### Instructions to follow
The whole listing should be retyped word for word, apart from the pictures it holds.

___ Data for analysis ___

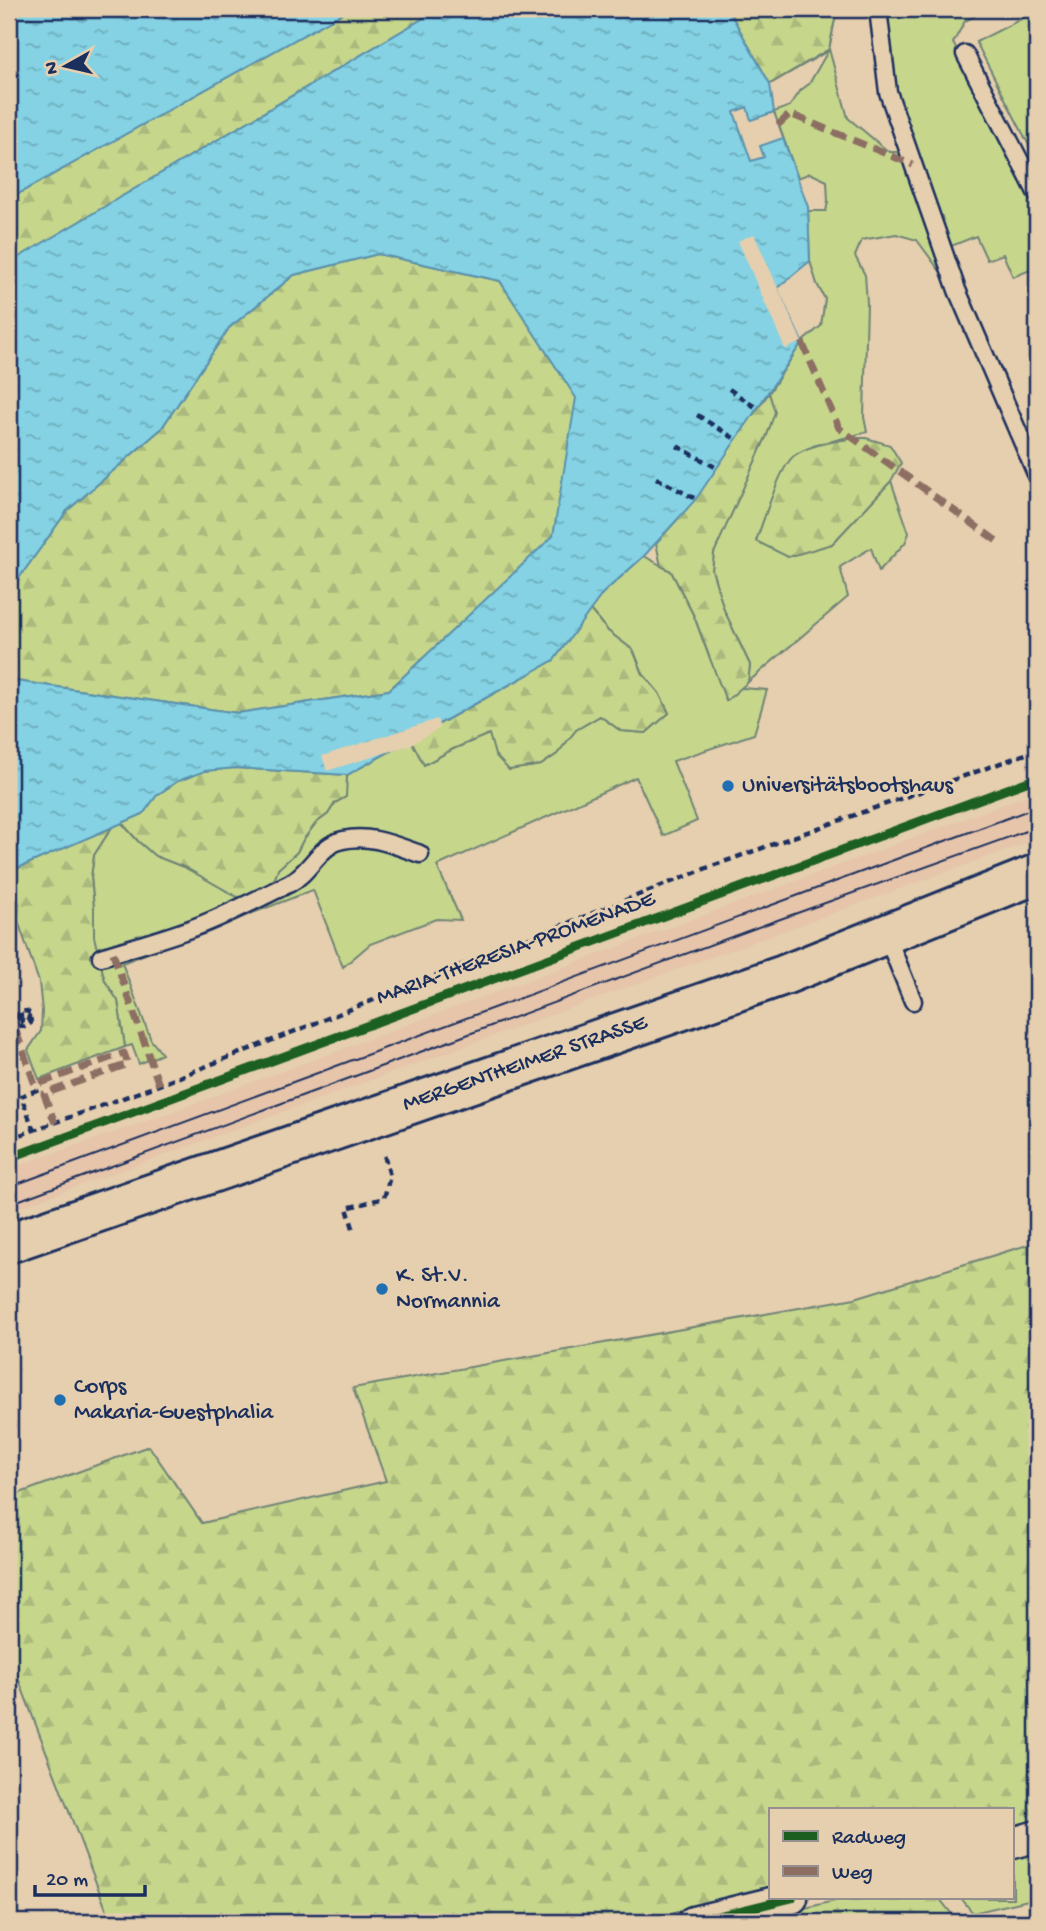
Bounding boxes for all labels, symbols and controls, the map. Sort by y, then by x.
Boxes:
north arrow [32,32,102,102]
text: N [40,60,65,76]
place label: Universitätsbootshaus [742,773,954,800]
marker: Universitätsbootshaus [720,778,736,794]
street label: MARIA-THERESIA-PROMENADE [373,885,660,1012]
street label: MERGENTHEIMER STRASSE [399,1009,652,1119]
place label: K. St.V. Normannia [396,1263,501,1316]
marker: K. St.V. Normannia [374,1281,390,1297]
place label: Corps Makaria-Guestphalia [74,1374,274,1427]
marker: Corps Makaria-Guestphalia [52,1392,68,1408]
legend [769,1808,1014,1899]
text: Radweg [832,1827,906,1852]
scale bar [35,1854,145,1898]
text: Weg [832,1862,873,1887]
text: 20 m [46,1869,88,1894]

___

### Reply to the task
Bounding boxes for all labels, symbols and controls, the map. Sort by y, then by x.
Boxes:
north arrow [32,32,102,102]
text: N [40,60,65,76]
place label: Universitätsbootshaus [742,773,954,800]
marker: Universitätsbootshaus [720,778,736,794]
street label: MARIA-THERESIA-PROMENADE [373,885,660,1012]
street label: MERGENTHEIMER STRASSE [399,1009,652,1119]
place label: K. St.V. Normannia [396,1263,501,1316]
marker: K. St.V. Normannia [374,1281,390,1297]
place label: Corps Makaria-Guestphalia [74,1374,274,1427]
marker: Corps Makaria-Guestphalia [52,1392,68,1408]
legend [769,1808,1014,1899]
text: Radweg [832,1827,906,1852]
scale bar [35,1854,145,1898]
text: Weg [832,1862,873,1887]
text: 20 m [46,1869,88,1894]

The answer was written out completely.